Exercise prompt =>
Check each line below for the word "lists", and copy those that have it.

Record extracts =>
'''
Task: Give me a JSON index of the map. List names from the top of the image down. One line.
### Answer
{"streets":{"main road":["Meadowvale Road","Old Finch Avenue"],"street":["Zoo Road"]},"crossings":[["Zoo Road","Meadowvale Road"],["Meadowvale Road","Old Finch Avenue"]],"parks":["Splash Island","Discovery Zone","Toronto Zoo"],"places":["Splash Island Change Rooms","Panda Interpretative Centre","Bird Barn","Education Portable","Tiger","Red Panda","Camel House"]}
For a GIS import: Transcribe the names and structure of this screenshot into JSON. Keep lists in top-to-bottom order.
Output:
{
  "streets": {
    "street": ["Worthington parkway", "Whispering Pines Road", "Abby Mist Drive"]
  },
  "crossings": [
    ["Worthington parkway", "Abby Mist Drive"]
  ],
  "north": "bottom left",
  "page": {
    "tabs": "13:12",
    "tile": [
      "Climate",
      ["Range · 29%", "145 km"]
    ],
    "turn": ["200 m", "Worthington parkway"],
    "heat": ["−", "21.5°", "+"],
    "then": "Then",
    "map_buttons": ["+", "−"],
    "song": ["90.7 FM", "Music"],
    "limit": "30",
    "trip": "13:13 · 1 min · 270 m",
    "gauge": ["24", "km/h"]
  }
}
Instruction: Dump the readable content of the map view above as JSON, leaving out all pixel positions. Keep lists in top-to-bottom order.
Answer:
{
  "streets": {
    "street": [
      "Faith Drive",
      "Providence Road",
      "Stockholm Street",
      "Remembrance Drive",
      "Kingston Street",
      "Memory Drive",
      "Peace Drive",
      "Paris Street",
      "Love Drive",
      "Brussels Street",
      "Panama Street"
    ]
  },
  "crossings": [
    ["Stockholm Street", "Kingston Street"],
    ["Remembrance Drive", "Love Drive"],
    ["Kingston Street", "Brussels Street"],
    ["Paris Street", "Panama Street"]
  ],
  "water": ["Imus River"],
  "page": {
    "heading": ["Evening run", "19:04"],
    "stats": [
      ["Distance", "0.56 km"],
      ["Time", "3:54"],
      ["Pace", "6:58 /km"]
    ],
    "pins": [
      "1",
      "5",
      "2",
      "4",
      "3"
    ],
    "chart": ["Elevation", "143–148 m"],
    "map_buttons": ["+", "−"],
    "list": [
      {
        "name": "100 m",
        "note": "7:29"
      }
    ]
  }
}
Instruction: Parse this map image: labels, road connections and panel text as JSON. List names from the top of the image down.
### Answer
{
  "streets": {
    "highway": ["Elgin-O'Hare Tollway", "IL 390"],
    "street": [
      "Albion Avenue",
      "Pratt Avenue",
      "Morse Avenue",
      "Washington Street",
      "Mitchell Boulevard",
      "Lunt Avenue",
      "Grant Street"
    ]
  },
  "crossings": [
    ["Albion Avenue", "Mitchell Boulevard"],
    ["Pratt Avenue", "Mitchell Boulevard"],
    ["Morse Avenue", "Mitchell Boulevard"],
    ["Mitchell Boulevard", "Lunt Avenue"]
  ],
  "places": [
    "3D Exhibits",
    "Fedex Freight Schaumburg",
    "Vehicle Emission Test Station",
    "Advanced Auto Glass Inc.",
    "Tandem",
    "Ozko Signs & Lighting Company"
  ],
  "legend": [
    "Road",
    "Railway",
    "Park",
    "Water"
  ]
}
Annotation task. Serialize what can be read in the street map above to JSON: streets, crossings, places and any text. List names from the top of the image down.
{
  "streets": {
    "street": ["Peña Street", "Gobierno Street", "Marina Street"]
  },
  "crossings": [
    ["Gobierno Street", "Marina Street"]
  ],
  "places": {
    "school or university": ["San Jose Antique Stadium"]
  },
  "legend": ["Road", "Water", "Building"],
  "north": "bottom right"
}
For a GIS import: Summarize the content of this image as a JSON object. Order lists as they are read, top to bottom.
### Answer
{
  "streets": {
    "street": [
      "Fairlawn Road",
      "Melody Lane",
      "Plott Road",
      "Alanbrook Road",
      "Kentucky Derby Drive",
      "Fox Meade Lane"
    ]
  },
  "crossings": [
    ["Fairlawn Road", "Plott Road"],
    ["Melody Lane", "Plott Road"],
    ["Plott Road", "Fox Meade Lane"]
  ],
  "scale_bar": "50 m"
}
'''
Written answer =>
For a GIS import: Transcribe the names and structure of this screenshot into JSON. Keep lists in top-to-bottom order.
Instruction: Dump the readable content of the map view above as JSON, leaving out all pixel positions. Keep lists in top-to-bottom order.
For a GIS import: Summarize the content of this image as a JSON object. Order lists as they are read, top to bottom.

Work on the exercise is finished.